WORK ORDER
What lines of the material below hold the string "small"? Copy them out.

EXERCISE DATA
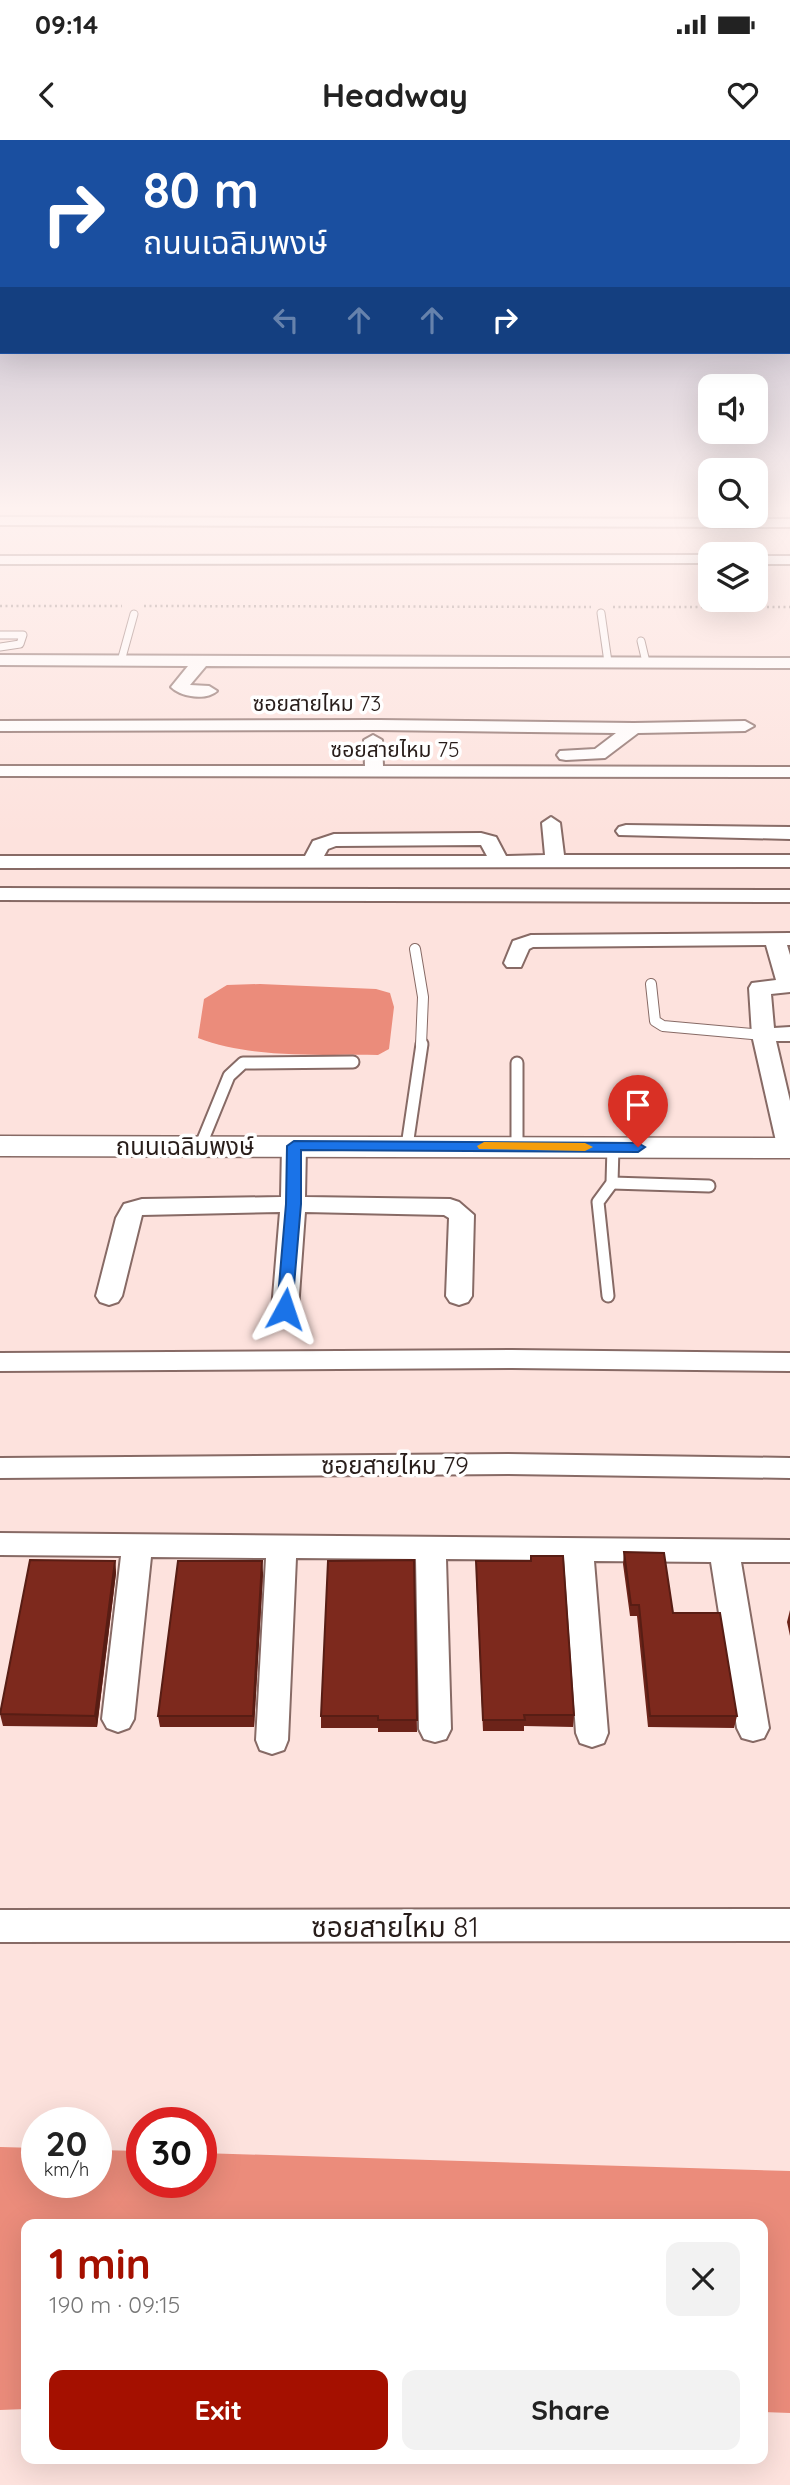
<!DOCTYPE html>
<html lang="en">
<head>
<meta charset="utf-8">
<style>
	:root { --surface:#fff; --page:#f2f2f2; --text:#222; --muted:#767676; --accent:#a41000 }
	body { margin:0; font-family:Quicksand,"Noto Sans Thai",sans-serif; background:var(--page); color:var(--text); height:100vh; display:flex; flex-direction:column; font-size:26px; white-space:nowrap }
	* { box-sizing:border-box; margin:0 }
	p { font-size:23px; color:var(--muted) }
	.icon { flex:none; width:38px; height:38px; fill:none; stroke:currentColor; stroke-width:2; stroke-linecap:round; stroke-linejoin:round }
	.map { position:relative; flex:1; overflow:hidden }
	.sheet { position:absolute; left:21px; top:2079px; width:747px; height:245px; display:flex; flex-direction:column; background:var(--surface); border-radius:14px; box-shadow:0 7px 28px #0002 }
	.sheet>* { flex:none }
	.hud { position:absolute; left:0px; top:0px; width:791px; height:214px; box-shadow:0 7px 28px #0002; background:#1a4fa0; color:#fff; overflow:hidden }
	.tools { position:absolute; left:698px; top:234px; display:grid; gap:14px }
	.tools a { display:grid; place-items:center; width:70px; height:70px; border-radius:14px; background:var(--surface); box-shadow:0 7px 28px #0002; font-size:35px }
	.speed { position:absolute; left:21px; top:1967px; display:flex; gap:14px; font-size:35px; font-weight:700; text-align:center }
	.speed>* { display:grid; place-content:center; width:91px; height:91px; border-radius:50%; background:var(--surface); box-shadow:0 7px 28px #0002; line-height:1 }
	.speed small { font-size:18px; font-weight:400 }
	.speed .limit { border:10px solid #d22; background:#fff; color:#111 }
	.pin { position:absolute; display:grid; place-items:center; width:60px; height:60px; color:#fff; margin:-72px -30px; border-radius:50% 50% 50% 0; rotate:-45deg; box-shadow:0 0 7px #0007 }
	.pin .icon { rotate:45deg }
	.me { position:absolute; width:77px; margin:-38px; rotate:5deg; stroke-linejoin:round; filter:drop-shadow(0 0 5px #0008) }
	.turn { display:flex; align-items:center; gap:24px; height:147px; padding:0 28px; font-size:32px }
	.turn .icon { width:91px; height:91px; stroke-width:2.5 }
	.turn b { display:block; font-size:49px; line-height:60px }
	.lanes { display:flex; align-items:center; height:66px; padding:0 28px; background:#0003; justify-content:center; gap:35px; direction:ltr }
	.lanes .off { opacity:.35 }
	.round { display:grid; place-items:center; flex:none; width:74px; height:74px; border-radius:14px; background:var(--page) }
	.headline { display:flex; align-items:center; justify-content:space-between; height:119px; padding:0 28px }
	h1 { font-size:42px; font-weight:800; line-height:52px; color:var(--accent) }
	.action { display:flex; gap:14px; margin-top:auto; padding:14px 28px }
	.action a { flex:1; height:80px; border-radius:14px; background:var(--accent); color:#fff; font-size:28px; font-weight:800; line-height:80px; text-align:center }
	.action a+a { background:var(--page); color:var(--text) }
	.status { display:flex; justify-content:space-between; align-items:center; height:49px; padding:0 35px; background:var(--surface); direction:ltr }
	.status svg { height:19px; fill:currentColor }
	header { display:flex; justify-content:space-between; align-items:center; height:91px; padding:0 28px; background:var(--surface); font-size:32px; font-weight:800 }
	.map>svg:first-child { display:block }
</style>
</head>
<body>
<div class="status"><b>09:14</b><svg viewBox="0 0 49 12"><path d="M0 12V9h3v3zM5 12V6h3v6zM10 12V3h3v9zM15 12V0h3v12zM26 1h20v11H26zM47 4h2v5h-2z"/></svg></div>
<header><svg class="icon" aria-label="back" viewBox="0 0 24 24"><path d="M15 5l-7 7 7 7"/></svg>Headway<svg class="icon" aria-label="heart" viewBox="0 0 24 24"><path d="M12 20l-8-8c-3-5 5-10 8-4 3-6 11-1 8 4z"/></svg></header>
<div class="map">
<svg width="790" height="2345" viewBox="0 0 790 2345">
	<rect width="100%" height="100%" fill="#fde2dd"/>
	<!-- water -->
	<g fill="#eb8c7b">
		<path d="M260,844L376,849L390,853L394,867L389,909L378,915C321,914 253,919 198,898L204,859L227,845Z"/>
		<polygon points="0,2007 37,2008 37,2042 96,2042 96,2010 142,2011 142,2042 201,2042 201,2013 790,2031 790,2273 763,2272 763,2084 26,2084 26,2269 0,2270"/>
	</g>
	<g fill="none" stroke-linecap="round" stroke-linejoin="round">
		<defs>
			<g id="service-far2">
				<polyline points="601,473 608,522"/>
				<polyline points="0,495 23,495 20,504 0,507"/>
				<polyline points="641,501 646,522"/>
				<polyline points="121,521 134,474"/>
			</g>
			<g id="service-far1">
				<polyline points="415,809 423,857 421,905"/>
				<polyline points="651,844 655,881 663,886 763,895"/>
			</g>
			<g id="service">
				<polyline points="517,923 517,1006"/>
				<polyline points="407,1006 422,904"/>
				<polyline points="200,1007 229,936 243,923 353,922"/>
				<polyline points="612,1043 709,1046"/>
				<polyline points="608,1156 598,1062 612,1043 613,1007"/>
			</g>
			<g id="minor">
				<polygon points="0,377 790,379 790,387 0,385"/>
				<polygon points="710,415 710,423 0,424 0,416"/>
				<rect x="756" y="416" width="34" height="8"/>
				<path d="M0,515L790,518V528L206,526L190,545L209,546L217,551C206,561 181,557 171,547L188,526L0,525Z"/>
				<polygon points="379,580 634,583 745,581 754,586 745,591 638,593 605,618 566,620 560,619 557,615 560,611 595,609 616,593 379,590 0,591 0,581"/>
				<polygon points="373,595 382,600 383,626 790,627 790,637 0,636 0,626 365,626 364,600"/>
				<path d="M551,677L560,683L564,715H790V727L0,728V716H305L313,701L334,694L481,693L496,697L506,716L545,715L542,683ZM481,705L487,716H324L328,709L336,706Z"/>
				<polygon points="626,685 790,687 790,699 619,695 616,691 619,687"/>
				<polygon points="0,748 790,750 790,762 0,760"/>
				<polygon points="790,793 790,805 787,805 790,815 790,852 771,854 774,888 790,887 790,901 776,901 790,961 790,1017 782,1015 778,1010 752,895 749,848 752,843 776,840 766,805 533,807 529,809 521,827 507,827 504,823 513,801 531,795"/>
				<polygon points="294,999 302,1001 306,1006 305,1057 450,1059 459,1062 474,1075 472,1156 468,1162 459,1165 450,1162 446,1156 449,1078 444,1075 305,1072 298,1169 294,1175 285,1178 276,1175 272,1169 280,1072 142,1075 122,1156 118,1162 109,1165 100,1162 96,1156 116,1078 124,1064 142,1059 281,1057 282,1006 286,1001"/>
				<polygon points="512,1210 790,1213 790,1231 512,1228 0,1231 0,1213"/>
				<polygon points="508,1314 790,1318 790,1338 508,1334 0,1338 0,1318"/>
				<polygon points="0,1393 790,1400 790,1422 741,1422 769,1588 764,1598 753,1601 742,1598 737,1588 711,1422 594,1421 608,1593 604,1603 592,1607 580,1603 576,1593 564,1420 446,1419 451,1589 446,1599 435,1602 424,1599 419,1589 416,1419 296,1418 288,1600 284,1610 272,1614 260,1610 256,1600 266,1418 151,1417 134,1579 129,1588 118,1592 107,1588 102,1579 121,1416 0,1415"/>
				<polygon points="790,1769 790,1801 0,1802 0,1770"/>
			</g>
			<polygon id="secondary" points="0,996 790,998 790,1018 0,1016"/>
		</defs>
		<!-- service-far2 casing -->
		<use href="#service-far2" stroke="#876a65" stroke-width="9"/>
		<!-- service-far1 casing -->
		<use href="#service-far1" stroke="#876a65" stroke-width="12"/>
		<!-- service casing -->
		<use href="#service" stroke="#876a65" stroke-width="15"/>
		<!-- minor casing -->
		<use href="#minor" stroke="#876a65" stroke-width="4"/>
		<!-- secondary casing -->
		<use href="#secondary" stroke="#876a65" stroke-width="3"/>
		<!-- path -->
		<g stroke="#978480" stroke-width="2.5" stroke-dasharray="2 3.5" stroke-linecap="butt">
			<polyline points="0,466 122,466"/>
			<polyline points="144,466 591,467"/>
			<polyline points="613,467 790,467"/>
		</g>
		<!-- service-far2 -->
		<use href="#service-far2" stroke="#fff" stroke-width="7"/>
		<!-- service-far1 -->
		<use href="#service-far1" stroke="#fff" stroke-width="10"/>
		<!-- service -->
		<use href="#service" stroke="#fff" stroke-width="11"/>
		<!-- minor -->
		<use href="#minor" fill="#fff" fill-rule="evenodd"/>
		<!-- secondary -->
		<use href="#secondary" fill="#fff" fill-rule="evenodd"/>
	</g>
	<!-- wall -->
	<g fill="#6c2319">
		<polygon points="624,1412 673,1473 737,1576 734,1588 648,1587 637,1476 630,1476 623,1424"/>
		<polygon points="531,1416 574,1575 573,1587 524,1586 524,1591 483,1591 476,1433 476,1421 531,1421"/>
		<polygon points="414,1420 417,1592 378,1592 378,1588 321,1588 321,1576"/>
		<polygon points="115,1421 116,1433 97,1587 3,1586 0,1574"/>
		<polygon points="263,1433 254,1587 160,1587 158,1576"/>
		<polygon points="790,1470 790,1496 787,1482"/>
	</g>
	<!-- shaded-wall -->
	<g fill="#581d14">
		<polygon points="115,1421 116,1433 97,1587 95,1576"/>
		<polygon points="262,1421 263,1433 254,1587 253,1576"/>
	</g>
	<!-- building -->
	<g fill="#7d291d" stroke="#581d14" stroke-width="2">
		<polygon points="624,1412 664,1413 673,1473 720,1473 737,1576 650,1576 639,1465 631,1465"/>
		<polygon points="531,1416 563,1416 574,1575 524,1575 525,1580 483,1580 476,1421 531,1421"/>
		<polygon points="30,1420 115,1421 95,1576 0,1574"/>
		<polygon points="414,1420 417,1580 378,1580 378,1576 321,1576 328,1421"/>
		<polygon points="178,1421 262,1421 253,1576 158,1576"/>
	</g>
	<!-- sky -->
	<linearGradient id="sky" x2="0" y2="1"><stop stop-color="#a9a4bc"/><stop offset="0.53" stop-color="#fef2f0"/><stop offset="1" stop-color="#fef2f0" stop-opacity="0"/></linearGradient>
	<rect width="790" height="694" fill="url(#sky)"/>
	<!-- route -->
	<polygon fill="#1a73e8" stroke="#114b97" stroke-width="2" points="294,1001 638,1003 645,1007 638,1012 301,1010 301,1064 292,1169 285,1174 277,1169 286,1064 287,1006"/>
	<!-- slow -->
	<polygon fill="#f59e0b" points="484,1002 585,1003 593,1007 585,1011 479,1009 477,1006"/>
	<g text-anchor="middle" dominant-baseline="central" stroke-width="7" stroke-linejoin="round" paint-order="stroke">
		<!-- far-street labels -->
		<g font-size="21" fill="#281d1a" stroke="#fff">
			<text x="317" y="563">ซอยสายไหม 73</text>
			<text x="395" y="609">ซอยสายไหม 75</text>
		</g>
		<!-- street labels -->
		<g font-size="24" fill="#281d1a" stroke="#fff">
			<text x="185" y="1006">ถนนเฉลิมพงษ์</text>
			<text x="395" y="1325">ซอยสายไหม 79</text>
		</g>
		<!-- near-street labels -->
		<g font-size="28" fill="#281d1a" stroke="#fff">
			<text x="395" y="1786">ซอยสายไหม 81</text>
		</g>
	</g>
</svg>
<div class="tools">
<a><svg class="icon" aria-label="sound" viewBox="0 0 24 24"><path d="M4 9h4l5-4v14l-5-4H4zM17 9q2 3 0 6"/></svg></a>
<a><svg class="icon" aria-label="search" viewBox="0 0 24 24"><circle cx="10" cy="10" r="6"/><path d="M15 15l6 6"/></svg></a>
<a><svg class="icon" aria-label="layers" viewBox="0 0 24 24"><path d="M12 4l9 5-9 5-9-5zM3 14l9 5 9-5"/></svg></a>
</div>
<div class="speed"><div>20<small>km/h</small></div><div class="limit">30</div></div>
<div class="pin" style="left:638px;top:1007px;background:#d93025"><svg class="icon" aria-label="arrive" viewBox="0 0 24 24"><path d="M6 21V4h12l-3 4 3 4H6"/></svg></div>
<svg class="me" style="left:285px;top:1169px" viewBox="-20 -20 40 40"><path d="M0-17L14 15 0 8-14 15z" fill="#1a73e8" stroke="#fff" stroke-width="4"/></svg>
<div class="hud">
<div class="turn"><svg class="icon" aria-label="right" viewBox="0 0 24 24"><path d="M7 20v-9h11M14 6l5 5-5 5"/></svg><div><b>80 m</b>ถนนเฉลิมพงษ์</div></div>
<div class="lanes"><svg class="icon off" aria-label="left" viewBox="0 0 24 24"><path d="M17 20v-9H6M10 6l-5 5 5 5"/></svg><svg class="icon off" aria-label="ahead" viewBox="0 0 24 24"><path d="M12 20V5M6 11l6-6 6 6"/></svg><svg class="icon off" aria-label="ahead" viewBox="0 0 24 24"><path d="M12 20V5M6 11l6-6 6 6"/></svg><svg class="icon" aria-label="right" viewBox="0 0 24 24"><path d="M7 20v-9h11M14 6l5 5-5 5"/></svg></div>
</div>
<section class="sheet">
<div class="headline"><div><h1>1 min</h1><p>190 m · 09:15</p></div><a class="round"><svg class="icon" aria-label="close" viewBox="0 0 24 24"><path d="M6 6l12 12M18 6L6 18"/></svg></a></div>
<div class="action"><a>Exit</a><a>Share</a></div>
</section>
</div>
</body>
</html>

WRITTEN ANSWER
	.speed small { font-size:18px; font-weight:400 }
<div class="speed"><div>20<small>km/h</small></div><div class="limit">30</div></div>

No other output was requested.